You can read more details about that order (including links to the underlying documents) here. The short version of the legal analysis is "the order was clearly unconstitutional." The short version of the facts is that the photo was a picture of plaintiff after he had been beaten by the police in 2010; he then sued the city, successfully, and became an anti-police-brutality activist, but around 2016 concluded that he wanted the stories about him, as well as the photo, removed.

Late on Aug. 6, Google and the Tribune removed the case to federal court, as they are entitled to do because they are citizens of a different state from the plaintiff and the plaintiff's lawsuits seek damages that could reach $75,000 or more, the jurisdictional threshold for removal to federal court. And now, the plaintiff is dropping the cases: An official stipulation signed by all parties agreeing to the dismissal of the case and the vacating of any orders has been filed in the Tribune case, and I expect the same to be filed in the Google case shortly.

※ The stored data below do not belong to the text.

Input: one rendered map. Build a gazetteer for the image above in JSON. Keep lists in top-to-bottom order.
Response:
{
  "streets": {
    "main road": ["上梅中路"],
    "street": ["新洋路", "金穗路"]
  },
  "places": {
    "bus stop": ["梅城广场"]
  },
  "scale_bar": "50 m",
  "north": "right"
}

Here is plaintiff's letter to the court about the Tribune case explaining his reasoning; it was apparently submitted last Thursday, but I think it wasn't placed on the docket until today:

My wedding is scheduled for a date in less than two months and my family has been highly distressed as a result of my graphic crime victim photo populating the top of Google search results of my name, as it is hosted by the Chicago Tribune.

Thus, I was seeking relief in this matter through my local state court in Hudson County, New Jersey, pursuant to Google's policy stating that a court order would help us attain said relief from this graphic image. We do not wish to proceed with this matter in federal court.

Google stated that upon receipt of a court order it would de-index third party content. Though we received and served a court order on Chicago Tribune, with notification submitted to Google, Google still did not de-index the content.

I had decided this past weekend (August 4, 2018} that I would be withdrawing the case from the Superior Court of Hudson County in New Jersey, where it was filed, and began to take steps toward that end.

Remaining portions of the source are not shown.